▸ **WORK ITEM**
Here are the records. Write out exactly the lines between the one holding "M173,253l18,19 -20,18 -18,-19z" and the one holding "M178,757l6,10 -20,12 -6,-9z", inclusive.

Collected data:
──────

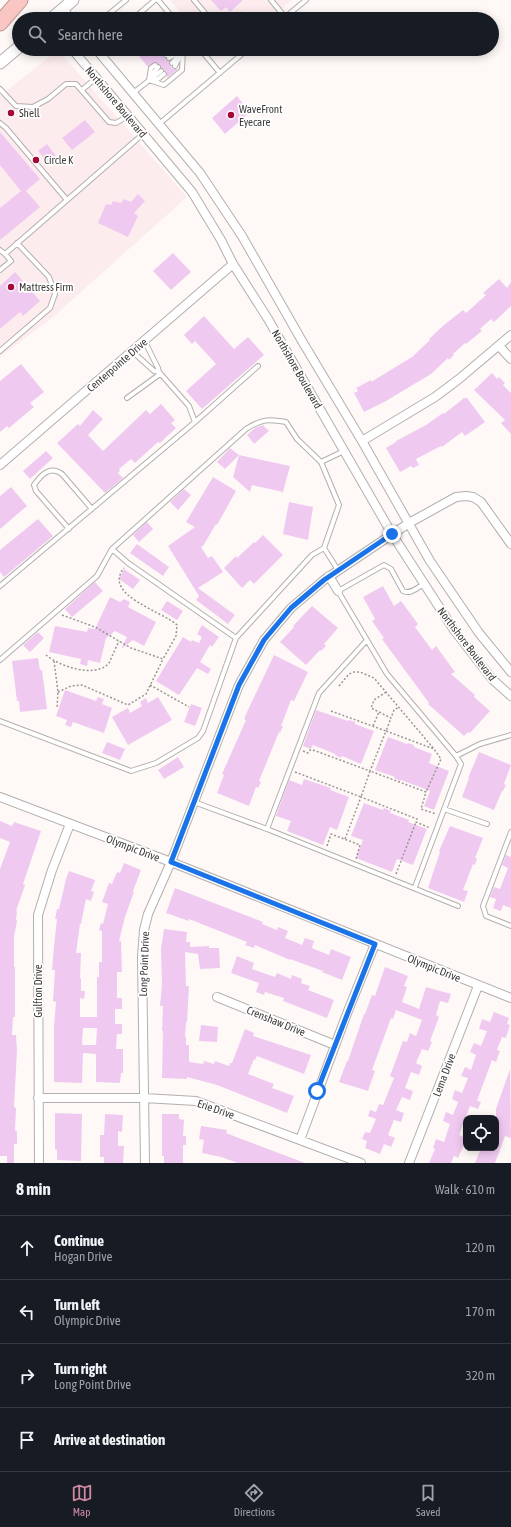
<!DOCTYPE html>
<meta charset="utf-8">
<style>
:root{--surface:#171b24;--page:#242831;--text:#f1f3f6;--muted:#9ea1a6;--line:#363941;--accent:#ce89a0}
body{margin:0;font-family:"Asap Condensed",sans-serif;background:var(--page);color:var(--text)}
.controls{position:absolute;right:12px;bottom:12px;display:grid;overflow:hidden;border-radius:8px;box-shadow:0 2px 10px #0003}
.controls button{width:36px;height:36px;display:grid;place-items:center;padding:0;border:0;border-bottom:1px solid var(--line);background:var(--surface);color:var(--text);font:20px sans-serif}
.stop{position:absolute;width:12px;height:12px;margin:-9px;border:3px solid #1a73e8;border-radius:50%;background:#fff}
.stop.end{background:#1a73e8;border-color:#fff;box-shadow:0 1px 4px #0008}
.list{margin:0;padding:0;list-style:none}
h2{display:flex;justify-content:space-between;align-items:center;height:52px;margin:0;padding:0 16px;font-size:17px}
h2 small{font-size:13px;font-weight:400;color:var(--muted)}
.list li{display:grid;grid-template-columns:26px 1fr auto;gap:12px;align-items:center;box-sizing:border-box;height:64px;padding:0 16px;border-top:1px solid var(--line)}
.list b{display:block;font-size:15px;white-space:nowrap}
.list p{margin:0;font-size:13px;white-space:nowrap;color:var(--muted)}
.list em{font-size:13px;font-style:normal;color:var(--muted)}
.icon{flex:none;width:22px;height:22px;fill:none;stroke:currentColor;stroke-width:2;stroke-linecap:round;stroke-linejoin:round}
.map{position:relative;flex:none;width:511px;height:1163px;overflow:hidden}
.search{position:absolute;background:var(--surface);box-shadow:0 2px 10px #0003;left:12px;right:12px;top:12px;height:44px;display:flex;align-items:center;gap:10px;box-sizing:border-box;padding:0 14px;border-radius:22px;color:var(--muted);font-size:15px}
.sheet{height:308px;background:var(--surface)}
nav{display:flex;justify-content:space-around;align-items:center;box-sizing:border-box;height:56px;border-top:1px solid var(--line);background:var(--surface);font-size:11px;color:var(--muted)}
nav a{display:grid;justify-items:center;gap:2px}
nav .on{color:var(--accent)}
.map>svg:first-child{display:block}
.commercial{fill:#fceced}
.building{fill:#f0c9f0;fill-rule:evenodd}
.lines{fill:none;stroke-linecap:round;stroke-linejoin:round}
.lane-casing{stroke:#b3afad;stroke-width:6}
.street-casing{stroke:#b3afad;stroke-width:10}
.secondary-casing{stroke:#b3afad;stroke-width:13}
.highway-casing{stroke:#b89594;stroke-width:17}
.path{stroke:#9a9695;stroke-width:1.5;stroke-dasharray:2 2;stroke-linecap:butt}
.lane{stroke:#fff;stroke-width:4}
.street{stroke:#fff;stroke-width:8}
.secondary{stroke:#fff;stroke-width:11}
.highway{stroke:#fac6c4;stroke-width:15}
.route{stroke:#1a73e8;stroke-width:5}
.poi-dot{fill:#a40838;stroke:#fff;stroke-width:1.5}
.labels{text-anchor:middle;dominant-baseline:central;stroke-width:3.5;stroke-linejoin:round;paint-order:stroke}
.street-label{font-size:11px;fill:#3d3b3a;stroke:#fff}
.poi-label{font-size:11px;fill:#3d3b3a;stroke:#fff;text-anchor:start}
</style>
<div class="map">
<svg width="511" height="1163" viewBox="0 0 511 1163">
<rect width="100%" height="100%" fill="#fef9f7"/>
<path class="commercial" d="M170,0h122l-22,19h-84z
M58,50l129,147 -135,121 -52,39v-261z"/>
<path class="building" d="M211,0h32l-13,12 -4,-5 -5,4z
M133,49h38l-7,3 -1,4 6,5v3l4,5h5l-11,9v-6l-6,-4 -1,-3 -6,-3 -6,5z
M237,96l13,16 -25,22 -13,-16z
M85,120l10,12 -23,18 -10,-12z
M0,132l40,47 -14,12 14,16 -40,33v-32l21,-17 -21,-26z
M47,144l9,12 -8,7 -10,-12z
M138,194l7,7 -11,12 4,3 -10,21 -30,-14 8,-19 5,1 2,-4 8,2 3,-4 7,3z
M173,253l18,19 -20,18 -18,-19z
M15,272l25,29 -17,15 -3,-4 -20,17v-43z
M499,279l8,9 4,-6v24l-17,16 -3,-3 -11,10 2,2 -16,13 -1,-1 -12,11 1,1 -5,5 -1,-2 -17,16 -45,27 -22,11 -10,-19 4,-2 -2,-3 15,-8v2l41,-25 18,-17 -1,-1 15,-14 19,-15 3,3 20,-18 -3,-2z
M204,316l30,33 14,-12 16,18 -62,54 -16,-18 30,-27 -21,-23 -3,3 -8,-9z
M21,364l23,28 -14,11 4,4 -25,21 -2,-2 -7,6v-51z
M492,373l5,6 2,-2 6,6 -2,2 8,8v41l-10,-11 4,-3 -31,-30z
M464,398h3l18,24 -20,14 -3,-4 -20,15 -1,-1 -25,13 3,6 -6,3 -2,-2 -11,6 -14,-24 10,-6v-1l30,-16 17,-12 1,1z
M161,404l14,16 -4,3 5,5 -16,15 -2,-1 -23,21 -4,-4 -12,10 1,2 -2,2 5,5 -18,15 -48,-50 21,-19 2,2 13,-16 10,9 -15,16 15,16 43,-41 4,4z
M263,425l6,6 -15,13 -7,-9 8,-7z
M230,448l9,7 -14,14 -8,-7z
M46,451l7,7 -23,21 -7,-8z
M239,455l51,11 -7,26 -31,-7 -2,7 -17,-15z
M213,477l23,14 -19,34 -1,-1 -13,22 -2,1 7,11 4,-2 11,16 -25,16 37,27 -7,9 -32,-24 3,-4 -31,-50 27,-19 -9,-5z
M11,487l16,19 -27,23v-33z
M184,489l7,6 -13,15 -8,-8z
M289,502l24,5 -5,33 -25,-6z
M38,519l15,17 -49,41 -4,-5v-22z
M147,522l6,7 -14,13 -6,-7z
M263,535l20,20 -29,29 -4,-4 -8,8 -18,-20 12,-12 1,2 17,-16 1,1z
M137,544l32,23 -6,9 -33,-23z
M124,569l16,11 -7,9 -14,-10z
M95,582l8,9 -31,26 -7,-8z
M383,586l11,20 7,-5 17,23 -3,3 17,23 4,-4 19,26 -4,2 24,21 -1,2 16,14 -20,22 -2,-1 -4,4 -36,-32 1,-1 -47,-64 2,-1 -12,-17 3,-2 -12,-22z
M110,597l10,5 4,-3 6,3 -2,5 28,15 -12,24 -11,-6 -12,9 6,-12 -12,-6 -9,7 -6,25 -12,-3 -1,6 -7,-2 1,-5 -32,-7 6,-26 32,6 1,-4 7,1z
M167,601l16,10 -6,9 -16,-10z
M312,606l26,22 -14,16 2,2 -5,5 -1,-1 -14,15 -26,-23 14,-15 -1,-1z
M202,625l17,12 -7,10 -2,-2 -10,17 11,7 -3,5 -11,-6 -18,27 -23,-14 27,-44 8,5 1,-2 7,3 3,-6 -5,-3z
M38,632l6,6 -14,14 -7,-7z
M274,655l34,17 -14,29 -3,-1 -10,26h2l-3,7 -1,-1 -20,49 2,1 -3,6 -2,-1 -7,19 -32,-13 7,-18 -2,-1 24,-54 -2,-1 3,-7z
M38,658l2,12h2l5,39 -27,3 -1,-11h-2l-5,-40z
M65,690l31,11 2,-4 6,2 -2,5 10,4 -8,25 -31,-11 -2,5 -6,-2 2,-5 -11,-4z
M158,697l14,23 -44,25 -16,-28 16,-9 2,5 12,-7 -2,-4 6,-4 2,5z
M191,704l11,4 -7,18 -11,-4z
M316,710l32,11 1,-1 6,2v2l19,7 -13,33 -19,-8 -1,2 -6,-3v-1l-22,-9 -2,4 -8,-3z
M388,737l19,7 1,-1 6,2v2l18,7 -3,9 20,8 -15,39 -10,-4 6,-15 -29,-11 -1,1 -6,-3 1,-1 -20,-7z
M107,742l18,7 -5,11 -18,-7z
M479,752l32,13 -7,19 2,1 -3,6h-1l-8,19 -32,-13 7,-19h-1z
M178,757l6,10 -20,12 -6,-9z
M304,779l27,9 -1,2 19,7 -12,33 -7,-3 -7,18 -36,-14 4,-10 -15,-5 13,-36 13,5z
M364,803l19,7 1,-2 7,3 -1,2 19,7 -1,2 19,7 -14,36 -16,-6 -5,13 -36,-14 7,-18 -12,-4z
M0,821l12,5 2,-4 27,9 -18,53 2,1 -9,26h1l-1,9 1,1 -3,16v30h1v50h-2l-1,18h4l1,15 -3,57 2,1 -1,23h2v13h-3v19h-7v-7h-7v-287l10,-27 -10,-4z
M450,826l33,12 -8,20h2l-2,7 -2,-1 -10,26 5,1 -4,11 -36,-14 12,-36 -1,-1z
M506,855l5,2v51l-8,-3 -2,6 -8,-3 3,-9 -6,-2 4,-10 6,2 8,-21 -6,-3z
M124,863l17,7 -8,21 1,1 -9,25 -6,24h2l1,31h-5v26h5v11h-7v15h7v10h-5l-1,15h7v24h-2l-1,10 -24,-1v-28l-13,-1 -1,30 -28,-1v-55l2,-25 -3,-1 2,-31h-3l2,-24 3,-27h-2l2,-10h2l7,-30 3,-8 26,9 -4,11 3,1 -3,9 -5,-2 -5,25h-1l-4,29h5l-1,25h1v13h4l-1,8 -4,-1v19h17v-40h2v-15h3v-31l-3,-1 2,-7 2,1 5,-20 -6,-2 7,-19 3,1 5,-12 3,1zM83,1028h14l-1,17h-14z
M175,888l88,34 -1,2 15,6 1,-3 10,4 -3,7 17,7 3,-7 9,3 -2,7 17,7 2,-6 20,8 -9,23 -20,-8 1,-1 -33,-12v1l-35,-15 -1,3 -9,-3 2,-3 -58,-23v2l-23,-8z
M164,929l23,3 -1,10h4v5l19,-1v2h10l1,20 -20,1 -2,-15 -13,-2 1,34h3l-2,36h-1l-1,15h1v8h3v17l14,2 1,-3 10,3 1,-3 14,5 1,-3h2l13,-34 9,4 -1,3 58,19 -7,19 -47,-18 -2,4 -1,-1 -6,15 26,10 -2,4 22,8 -7,17 -70,-28 -30,-8v2l-25,-1 1,-47h-1l1,-25h-3l2,-21 -1,-36z
M237,956l17,7 -2,6 23,8 2,-4 14,6 1,-4 10,4 -1,4 9,3 -2,4 26,10 -7,18 -44,-17 1,-3 -19,-6 -1,3 -8,-3 3,-9 -28,-10z
M385,967l23,9 -4,10 3,1 -5,15 17,7 7,-22 25,7 -3,9 -8,-2 -4,14 3,2 -9,24 2,1 -4,9 -6,-2 -6,14 6,3 -3,9 -8,-3 -6,16 8,3 -3,9 -8,-3 -6,13 8,3 -3,9 -7,-2 -6,15 7,3 -4,9 -7,-3 -4,10 -15,-6 2,-7 -5,-2 3,-7 5,1 6,-14 -8,-3 2,-6 6,2 3,-8 4,1 11,-27 -4,-2 13,-35 4,1 3,-9 6,3 6,-16 -26,-10 -3,9 -2,-1 -19,52 3,1 -7,20 -29,-9 8,-21h1l16,-47h1l7,-19 3,1z
M494,1012l15,6 -2,6 3,1 -4,13 -4,-1 -5,13 3,1 -4,11 -4,-2 -15,41 4,1 -3,7 -8,-3 -11,29 7,3 -3,9 -5,11 -4,-2 -3,7h-22l6,-14 -2,-1 3,-9 8,3 6,-18 -7,-3 3,-9 7,3 5,-13 -6,-3 3,-9 7,3 6,-15 -7,-2 4,-9 6,3 5,-15 -6,-3 4,-9 7,3 6,-15 -8,-2 3,-10 8,3z
M201,1025l17,2 -1,15 -18,-1z
M510,1069l1,69 -6,-2 -10,27h-20l6,-15h15v-39z
M55,1113l27,1 -1,47 -24,-1v-10l-2,-1z
M105,1114l18,1 -1,17 -4,-1v15h6l-1,17h-19v-6h-4v-22h4z
M162,1114h17v5l5,1 -1,16h3v9h-3v18h-19v-7h-2z
M201,1126l26,4 -1,3 79,30h-67l-17,-6 -19,-4 2,-13 -5,-1z"/>
<g class="lines">
<g class="lane-casing">
<path id="lane" d="M158,0l16,19
M194,0l16,19
M271,0l14,17
M106,19l4,-6 16,-13
M133,19l22,-19
M237,19l4,-4
M283,19l23,-19
M200,49l20,24
M166,55l17,-4
M169,58l7,-4
M172,63l11,-12
M175,66l5,-10
M151,76l7,-9
M154,79h4l6,-5
M149,80l15,5 18,-15 1,-20
M149,80l2,-12 4,-3
M0,89l16,17 17,1 15,-8 18,-15h10l33,38 7,1 12,-7
M82,90l14,-12
M133,93l28,-22
M0,123l6,5 61,72
M159,124l89,-75
M0,250l5,4 138,-120
M0,270l11,-9 -6,-7
M145,342l13,26 1,4
M0,351l50,-43 5,-14 -6,-17 -32,-34
M127,398l33,-24
M195,422l63,-56
M321,462l-24,-23 -11,-17c-18,-3 -24,-3 -40,7l-134,120 16,14 108,75 76,-83 12,-7
M69,529l-33,-38 -2,-6c7,-10 16,-20 28,-11l30,35
M338,570l-14,-22 15,-43 -18,-43 23,-11
M0,586l195,-164 -6,-16 -30,-34 -5,-1 -21,-19
M0,660l97,-84 15,-27
M0,721l131,50 25,-8 42,-25 5,-7 33,-93
M456,756l24,-12 31,-9
M194,802l73,27 191,77
M444,809l43,15
M267,829l52,-136 48,-53
M511,832l-28,74 3,10 25,10
M415,887l46,-123 -5,-8 -69,-82 -49,-83 46,-26 7,4 12,22c7,4 15,-4 21,-7"/>
</g>
<g class="street-casing">
<path id="street" d="M63,9l8,10
M72,49l120,143 29,48 12,24 35,55 124,215 62,96 38,49 19,17
M96,49l104,124 42,63 60,105 60,100 68,120 49,72 32,39
M499,346l12,13
M362,441l73,-44 24,-18 52,-44
M0,465l233,-201
M329,576l9,15
M0,797l171,65 340,136
M217,997l118,48
M38,1098h106l52,3 165,62
M300,1140l46,-124 29,-72
M39,1163l-1,-248 14,-45 18,-46
M145,1163l-3,-206 2,-27 4,-16 23,-52 68,-177 25,-45 27,-32 33,-28 85,-57 47,-26 10,-1 7,1 8,5 30,42
M409,1163l69,-177"/>
</g>
<g class="secondary-casing">
<path id="secondary" d="M51,19l22,-19
M0,63l19,-16"/>
</g>
<g class="highway-casing">
<path id="highway" d="M0,23l20,-23"/>
</g>
<path class="path" d="M62,615l33,12 36,21 32,11 13,-23 1,-11c-15,-14 -75,-30 -53,-57
M46,655c13,11 49,24 63,8l10,-22
M54,661l4,31 -1,16
M150,685l39,22
M339,686l10,-12 5,-2h6l14,6 60,71 7,10 -15,33
M58,692l13,-6 11,-1 46,20 18,-11 17,-35
M386,692l-12,8 -3,8 20,10 3,-8 5,-3
M331,711l55,20 5,-13
M373,726l6,-14
M303,751l5,2 2,-3h3l57,21 16,-40 48,18
M295,772l66,25 9,-26 56,21 -5,17 15,5
M345,839l16,-42 56,22 -1,3 14,6
M327,846l4,-12 29,11 -4,14
M396,874l20,-52"/>
<use href="#lane" class="lane"/>
<use href="#street" class="street"/>
<use href="#secondary" class="secondary"/>
<use href="#highway" class="highway"/>
</g>
<g class="lines">
<path class="route" d="M317,1091l58,-147 -204,-82 68,-177 25,-45 27,-32 33,-28 68,-46"/>
</g>
<g class="poi-dot">
<circle cx="11" cy="113" r="4"/>
<circle cx="231" cy="115" r="4"/>
<circle cx="36" cy="160" r="4"/>
<circle cx="11" cy="287" r="4"/>
</g>
<g class="labels">
<g class="street-label">
<text transform="translate(116 102) rotate(50)">Northshore Boulevard</text>
<text transform="translate(117 365) rotate(-41)">Centerpointe Drive</text>
<text transform="translate(297 369) rotate(60)">Northshore Boulevard</text>
<text transform="translate(467 644) rotate(53)">Northshore Boulevard</text>
<text transform="translate(133 848) rotate(21)">Olympic Drive</text>
<text transform="translate(144 964) rotate(-88)">Long Point Drive</text>
<text transform="translate(434 968) rotate(22)">Olympic Drive</text>
<text transform="translate(38 991) rotate(-90)">Gulfton Drive</text>
<text transform="translate(276 1021) rotate(22)">Crenshaw Drive</text>
<text transform="translate(444 1075) rotate(-69)">Lema Drive</text>
<text transform="translate(216 1109) rotate(19)">Erie Drive</text>
</g>
<g class="poi-label">
<text x="239" y="109">WaveFront<tspan x="239" dy="13">Eyecare</tspan></text>
<text x="19" y="113">Shell</text>
<text x="44" y="160">Circle K</text>
<text x="19" y="287">Mattress Firm</text>
</g>
</g>
</svg>
<div class="controls">
<button><svg class="icon" aria-label="locate" viewBox="0 0 24 24"><circle cx="12" cy="12" r="6"/><path d="M12 2v4M12 18v4M2 12h4M18 12h4"/></svg></button>
</div>
<div class="stop" style="left:317px;top:1091px"></div>
<div class="stop end" style="left:392px;top:534px"></div>
<div class="search"><svg class="icon" aria-label="search" viewBox="0 0 24 24"><circle cx="10" cy="10" r="6"/><path d="M15 15l6 6"/></svg>Search here</div>
</div>
<section class="sheet">
<h2>8 min<small>Walk · 610 m</small></h2>
<ul class="list">
<li><svg class="icon" aria-label="ahead" viewBox="0 0 24 24"><path d="M12 20V5M6 11l6-6 6 6"/></svg><div><b>Continue</b><p>Hogan Drive</p></div><em>120 m</em></li>
<li><svg class="icon" aria-label="left" viewBox="0 0 24 24"><path d="M17 20v-9H6M10 6l-5 5 5 5"/></svg><div><b>Turn left</b><p>Olympic Drive</p></div><em>170 m</em></li>
<li><svg class="icon" aria-label="right" viewBox="0 0 24 24"><path d="M7 20v-9h11M14 6l5 5-5 5"/></svg><div><b>Turn right</b><p>Long Point Drive</p></div><em>320 m</em></li>
<li><svg class="icon" aria-label="arrive" viewBox="0 0 24 24"><path d="M6 21V4h12l-3 4 3 4H6"/></svg><div><b>Arrive at destination</b></div></li>
</ul>
</section>
<nav>
<a class="on"><svg class="icon" aria-label="map" viewBox="0 0 24 24"><path d="M3 6l6-2 6 2 6-2v14l-6 2-6-2-6 2zM9 4v14M15 6v14"/></svg>Map</a>
<a><svg class="icon" aria-label="directions" viewBox="0 0 24 24"><path d="M12 3l9 9-9 9-9-9zM9 14v-3h6M13 9l2 2-2 2"/></svg>Directions</a>
<a><svg class="icon" aria-label="saved" viewBox="0 0 24 24"><path d="M7 4h10v16l-5-4-5 4z"/></svg>Saved</a>
</nav>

──────

▸ **RESPONSE BOX**
M173,253l18,19 -20,18 -18,-19z
M15,272l25,29 -17,15 -3,-4 -20,17v-43z
M499,279l8,9 4,-6v24l-17,16 -3,-3 -11,10 2,2 -16,13 -1,-1 -12,11 1,1 -5,5 -1,-2 -17,16 -45,27 -22,11 -10,-19 4,-2 -2,-3 15,-8v2l41,-25 18,-17 -1,-1 15,-14 19,-15 3,3 20,-18 -3,-2z
M204,316l30,33 14,-12 16,18 -62,54 -16,-18 30,-27 -21,-23 -3,3 -8,-9z
M21,364l23,28 -14,11 4,4 -25,21 -2,-2 -7,6v-51z
M492,373l5,6 2,-2 6,6 -2,2 8,8v41l-10,-11 4,-3 -31,-30z
M464,398h3l18,24 -20,14 -3,-4 -20,15 -1,-1 -25,13 3,6 -6,3 -2,-2 -11,6 -14,-24 10,-6v-1l30,-16 17,-12 1,1z
M161,404l14,16 -4,3 5,5 -16,15 -2,-1 -23,21 -4,-4 -12,10 1,2 -2,2 5,5 -18,15 -48,-50 21,-19 2,2 13,-16 10,9 -15,16 15,16 43,-41 4,4z
M263,425l6,6 -15,13 -7,-9 8,-7z
M230,448l9,7 -14,14 -8,-7z
M46,451l7,7 -23,21 -7,-8z
M239,455l51,11 -7,26 -31,-7 -2,7 -17,-15z
M213,477l23,14 -19,34 -1,-1 -13,22 -2,1 7,11 4,-2 11,16 -25,16 37,27 -7,9 -32,-24 3,-4 -31,-50 27,-19 -9,-5z
M11,487l16,19 -27,23v-33z
M184,489l7,6 -13,15 -8,-8z
M289,502l24,5 -5,33 -25,-6z
M38,519l15,17 -49,41 -4,-5v-22z
M147,522l6,7 -14,13 -6,-7z
M263,535l20,20 -29,29 -4,-4 -8,8 -18,-20 12,-12 1,2 17,-16 1,1z
M137,544l32,23 -6,9 -33,-23z
M124,569l16,11 -7,9 -14,-10z
M95,582l8,9 -31,26 -7,-8z
M383,586l11,20 7,-5 17,23 -3,3 17,23 4,-4 19,26 -4,2 24,21 -1,2 16,14 -20,22 -2,-1 -4,4 -36,-32 1,-1 -47,-64 2,-1 -12,-17 3,-2 -12,-22z
M110,597l10,5 4,-3 6,3 -2,5 28,15 -12,24 -11,-6 -12,9 6,-12 -12,-6 -9,7 -6,25 -12,-3 -1,6 -7,-2 1,-5 -32,-7 6,-26 32,6 1,-4 7,1z
M167,601l16,10 -6,9 -16,-10z
M312,606l26,22 -14,16 2,2 -5,5 -1,-1 -14,15 -26,-23 14,-15 -1,-1z
M202,625l17,12 -7,10 -2,-2 -10,17 11,7 -3,5 -11,-6 -18,27 -23,-14 27,-44 8,5 1,-2 7,3 3,-6 -5,-3z
M38,632l6,6 -14,14 -7,-7z
M274,655l34,17 -14,29 -3,-1 -10,26h2l-3,7 -1,-1 -20,49 2,1 -3,6 -2,-1 -7,19 -32,-13 7,-18 -2,-1 24,-54 -2,-1 3,-7z
M38,658l2,12h2l5,39 -27,3 -1,-11h-2l-5,-40z
M65,690l31,11 2,-4 6,2 -2,5 10,4 -8,25 -31,-11 -2,5 -6,-2 2,-5 -11,-4z
M158,697l14,23 -44,25 -16,-28 16,-9 2,5 12,-7 -2,-4 6,-4 2,5z
M191,704l11,4 -7,18 -11,-4z
M316,710l32,11 1,-1 6,2v2l19,7 -13,33 -19,-8 -1,2 -6,-3v-1l-22,-9 -2,4 -8,-3z
M388,737l19,7 1,-1 6,2v2l18,7 -3,9 20,8 -15,39 -10,-4 6,-15 -29,-11 -1,1 -6,-3 1,-1 -20,-7z
M107,742l18,7 -5,11 -18,-7z
M479,752l32,13 -7,19 2,1 -3,6h-1l-8,19 -32,-13 7,-19h-1z
M178,757l6,10 -20,12 -6,-9z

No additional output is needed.